[Given information Boundary: Start]
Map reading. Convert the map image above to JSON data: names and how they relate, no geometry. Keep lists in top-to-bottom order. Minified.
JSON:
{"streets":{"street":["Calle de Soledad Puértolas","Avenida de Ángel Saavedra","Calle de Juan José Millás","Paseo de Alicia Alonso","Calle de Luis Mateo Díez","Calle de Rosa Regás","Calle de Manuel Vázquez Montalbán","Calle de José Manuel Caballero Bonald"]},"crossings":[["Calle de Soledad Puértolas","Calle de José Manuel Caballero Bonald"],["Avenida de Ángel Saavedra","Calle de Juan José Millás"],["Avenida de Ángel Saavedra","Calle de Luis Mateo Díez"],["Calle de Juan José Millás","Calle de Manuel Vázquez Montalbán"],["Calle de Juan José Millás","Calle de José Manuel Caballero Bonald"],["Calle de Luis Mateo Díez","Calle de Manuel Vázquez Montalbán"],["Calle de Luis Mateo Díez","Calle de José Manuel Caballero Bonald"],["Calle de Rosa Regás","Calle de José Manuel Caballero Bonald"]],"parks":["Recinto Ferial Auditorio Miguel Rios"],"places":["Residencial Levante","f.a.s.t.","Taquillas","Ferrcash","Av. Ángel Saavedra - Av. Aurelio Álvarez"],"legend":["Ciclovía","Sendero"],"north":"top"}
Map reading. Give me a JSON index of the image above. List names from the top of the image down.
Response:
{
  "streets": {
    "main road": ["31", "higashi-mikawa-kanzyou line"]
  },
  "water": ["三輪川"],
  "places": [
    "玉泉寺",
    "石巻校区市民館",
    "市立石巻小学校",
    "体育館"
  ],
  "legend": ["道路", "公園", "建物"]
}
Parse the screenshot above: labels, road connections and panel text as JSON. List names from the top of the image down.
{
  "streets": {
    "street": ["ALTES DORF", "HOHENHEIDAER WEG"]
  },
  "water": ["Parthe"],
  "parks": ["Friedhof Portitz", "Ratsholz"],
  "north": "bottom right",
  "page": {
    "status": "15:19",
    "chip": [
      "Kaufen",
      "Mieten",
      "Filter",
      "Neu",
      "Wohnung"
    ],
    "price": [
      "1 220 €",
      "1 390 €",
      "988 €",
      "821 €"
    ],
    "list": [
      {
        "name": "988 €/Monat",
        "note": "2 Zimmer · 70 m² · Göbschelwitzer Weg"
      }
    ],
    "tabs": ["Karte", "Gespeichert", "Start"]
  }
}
[Given information Boundary: End]
The answer should be an exact copy of the data.

Solution to this task ->
Map reading. Convert the map image above to JSON data: names and how they relate, no geometry. Keep lists in top-to-bottom order. Minified.
JSON:
{"streets":{"street":["Calle de Soledad Puértolas","Avenida de Ángel Saavedra","Calle de Juan José Millás","Paseo de Alicia Alonso","Calle de Luis Mateo Díez","Calle de Rosa Regás","Calle de Manuel Vázquez Montalbán","Calle de José Manuel Caballero Bonald"]},"crossings":[["Calle de Soledad Puértolas","Calle de José Manuel Caballero Bonald"],["Avenida de Ángel Saavedra","Calle de Juan José Millás"],["Avenida de Ángel Saavedra","Calle de Luis Mateo Díez"],["Calle de Juan José Millás","Calle de Manuel Vázquez Montalbán"],["Calle de Juan José Millás","Calle de José Manuel Caballero Bonald"],["Calle de Luis Mateo Díez","Calle de Manuel Vázquez Montalbán"],["Calle de Luis Mateo Díez","Calle de José Manuel Caballero Bonald"],["Calle de Rosa Regás","Calle de José Manuel Caballero Bonald"]],"parks":["Recinto Ferial Auditorio Miguel Rios"],"places":["Residencial Levante","f.a.s.t.","Taquillas","Ferrcash","Av. Ángel Saavedra - Av. Aurelio Álvarez"],"legend":["Ciclovía","Sendero"],"north":"top"}
Map reading. Give me a JSON index of the image above. List names from the top of the image down.
Response:
{
  "streets": {
    "main road": ["31", "higashi-mikawa-kanzyou line"]
  },
  "water": ["三輪川"],
  "places": [
    "玉泉寺",
    "石巻校区市民館",
    "市立石巻小学校",
    "体育館"
  ],
  "legend": ["道路", "公園", "建物"]
}
Parse the screenshot above: labels, road connections and panel text as JSON. List names from the top of the image down.
{
  "streets": {
    "street": ["ALTES DORF", "HOHENHEIDAER WEG"]
  },
  "water": ["Parthe"],
  "parks": ["Friedhof Portitz", "Ratsholz"],
  "north": "bottom right",
  "page": {
    "status": "15:19",
    "chip": [
      "Kaufen",
      "Mieten",
      "Filter",
      "Neu",
      "Wohnung"
    ],
    "price": [
      "1 220 €",
      "1 390 €",
      "988 €",
      "821 €"
    ],
    "list": [
      {
        "name": "988 €/Monat",
        "note": "2 Zimmer · 70 m² · Göbschelwitzer Weg"
      }
    ],
    "tabs": ["Karte", "Gespeichert", "Start"]
  }
}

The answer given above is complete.